* _WHAT IS BEING ASKED_
Make an exact copy of the entries below, with all images left out.

* _INPUT RECORDS_
'''
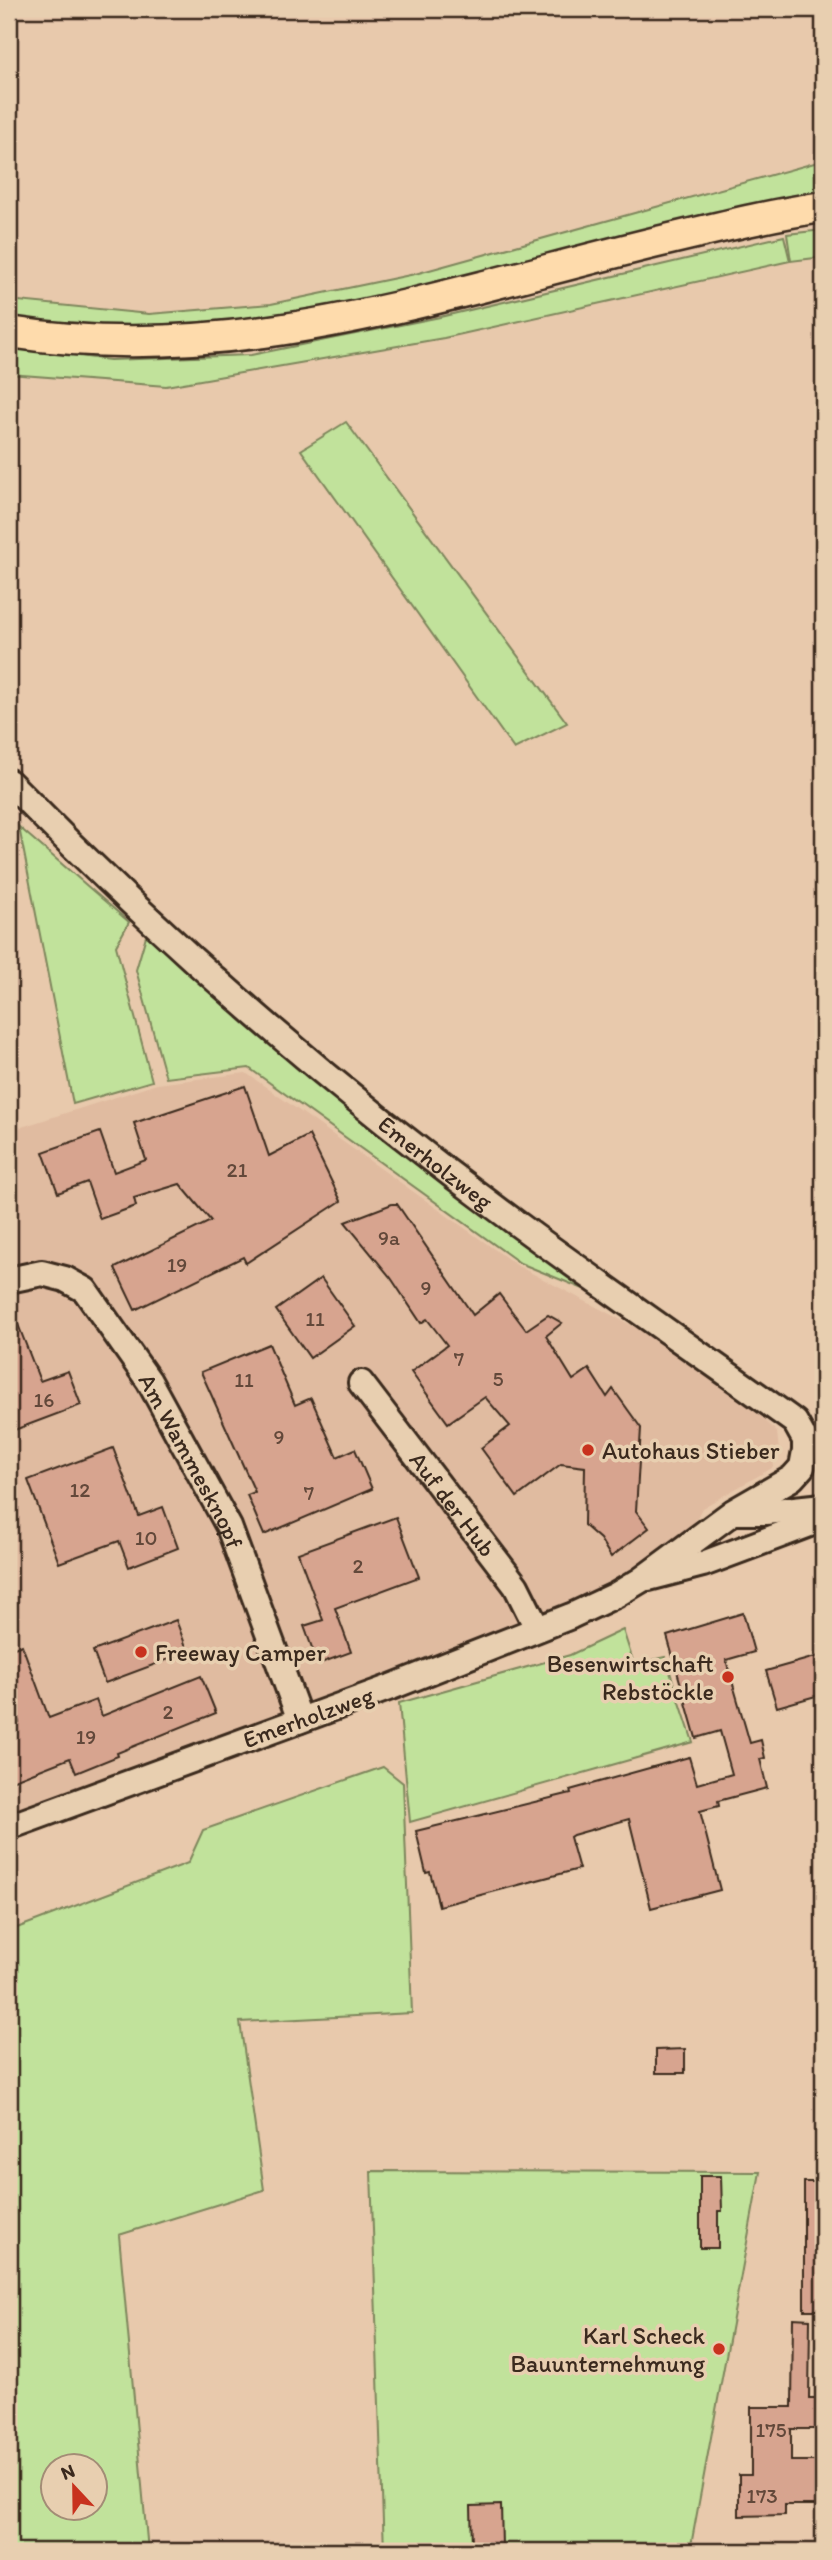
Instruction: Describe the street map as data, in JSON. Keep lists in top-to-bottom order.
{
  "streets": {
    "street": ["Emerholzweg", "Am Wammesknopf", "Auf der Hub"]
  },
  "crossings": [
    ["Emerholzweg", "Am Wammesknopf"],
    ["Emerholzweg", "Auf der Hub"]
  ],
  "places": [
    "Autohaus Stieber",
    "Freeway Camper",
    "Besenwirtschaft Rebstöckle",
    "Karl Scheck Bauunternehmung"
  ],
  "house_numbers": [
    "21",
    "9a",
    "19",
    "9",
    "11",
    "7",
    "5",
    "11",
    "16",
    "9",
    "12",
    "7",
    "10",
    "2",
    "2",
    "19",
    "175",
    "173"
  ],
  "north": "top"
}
'''
* _EXERCISE RESPONSE_
Instruction: Describe the street map as data, in JSON. Keep lists in top-to-bottom order.
{
  "streets": {
    "street": ["Emerholzweg", "Am Wammesknopf", "Auf der Hub"]
  },
  "crossings": [
    ["Emerholzweg", "Am Wammesknopf"],
    ["Emerholzweg", "Auf der Hub"]
  ],
  "places": [
    "Autohaus Stieber",
    "Freeway Camper",
    "Besenwirtschaft Rebstöckle",
    "Karl Scheck Bauunternehmung"
  ],
  "house_numbers": [
    "21",
    "9a",
    "19",
    "9",
    "11",
    "7",
    "5",
    "11",
    "16",
    "9",
    "12",
    "7",
    "10",
    "2",
    "2",
    "19",
    "175",
    "173"
  ],
  "north": "top"
}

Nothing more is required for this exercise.